Crianças e adolescentes negras: o direito à educação, infância e juventude

O projeto Crianças e adolescentes negras: o direito à educação, infância e juventude, contemplado no edital 2020 da Brazil Foundation, é realizado por Geledés – Instituto da Mulher Negra e teve início em julho deste ano. Com o objetivo de combater as desigualdades educacionais, constituiremos uma rede de organizações e ativistas parceiras e parceiros para o desenvolvimento de pesquisa, incidência política e percursos formativos. As ações têm como foco os direitos das crianças e adolescentes negras e negros, com especial atenção às meninas negras e à educação.

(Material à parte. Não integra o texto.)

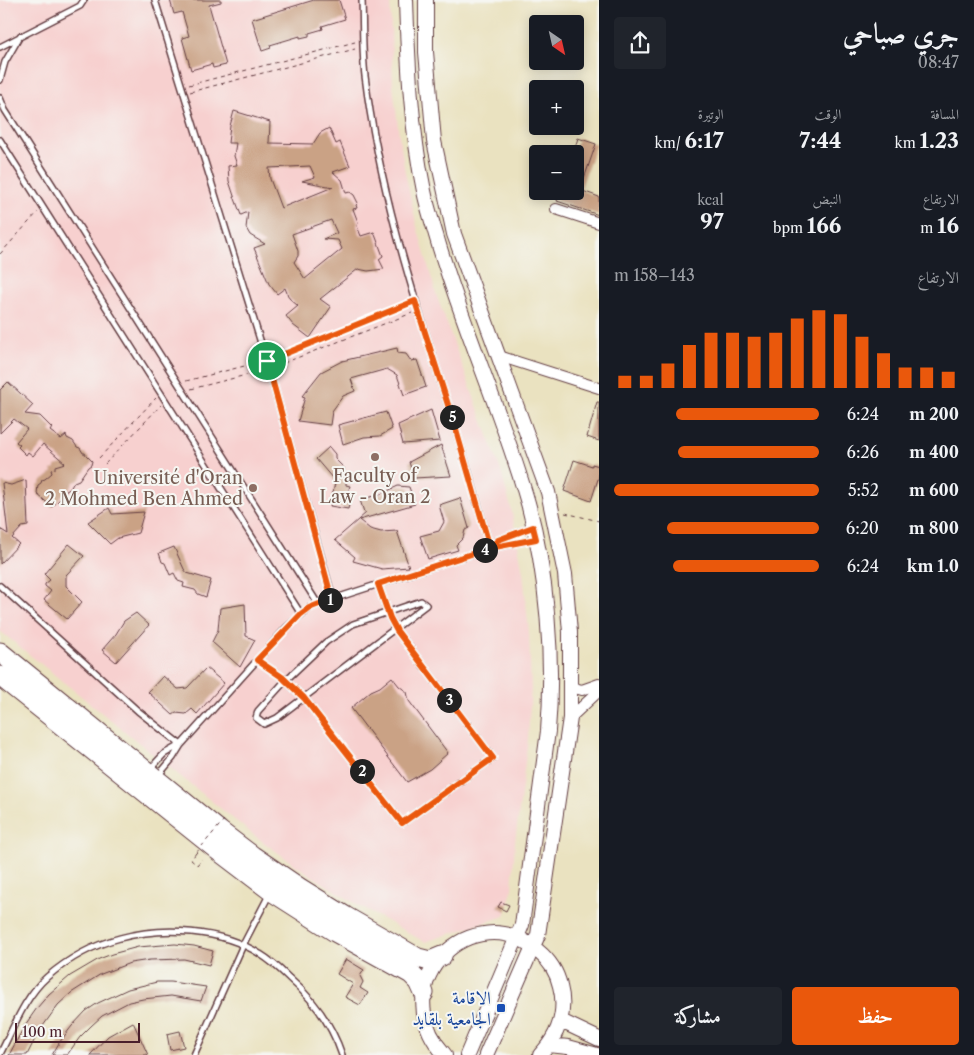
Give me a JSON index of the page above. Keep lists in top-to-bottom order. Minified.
{"places":{"other":["Faculty of Law - Oran 2","Université d'Oran 2 Mohmed Ben Ahmed"],"transit":["الاقامة الجامعية بلقايد"]},"scale_bar":"100 m","north":"bottom right","page":{"heading":["جري صباحي","08:47"],"map_buttons":["+","−"],"stats":[["المسافة","1.23 km"],["الوقت","7:44"],["الوتيرة","6:17 /km"],["الارتفاع","16 m"],["النبض","166 bpm"],["kcal","97"]],"chart":["الارتفاع","143–158 m"],"list":[{"name":"200 m","note":"6:24"},{"name":"400 m","note":"6:26"},{"name":"600 m","note":"5:52"},{"name":"800 m","note":"6:20"},{"name":"1.0 km","note":"6:24"}],"pins":["5","4","1","3","2"],"buttons":["حفظ","مشاركة"],"scale":"100 m"}}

A pandemia da COVID-19 impôs uma nova dinâmica social ao trazer a necessidade do isolamento para evitar a rápida proliferação do vírus. Por isso, as aulas foram suspensas em todo o território nacional, o que impactou a vida de milhares de estudantes de diferentes formas. A falta de acesso diário ao espaço físico da escola, além de interferir sobre o processo pedagógico e a interação da comunidade escolar (alunas e alunos, gestão, professoras e professores etc.), exigiu uma rápida adaptação ao ensino remoto/virtual, com reflexos na alimentação, higienização, segurança e na informação de muitos estudantes. A rotina escolar é responsável por parte considerável das alimentações diárias de crianças e adolescentes que vivem em situação de vulnerabilidade social, assim como o acompanhamento cotidiano da instituição de ensino contribui para evidenciar as formas de violação de direitos vivenciadas por estudantes e, assim, possibilita o acesso às outras instituições da Rede de Proteção. Neste sentido, a necessidade de fechamento do ambiente físico da escola precisaria ser acompanhada de políticas públicas estratégicas para o acompanhamento de crianças e adolescentes.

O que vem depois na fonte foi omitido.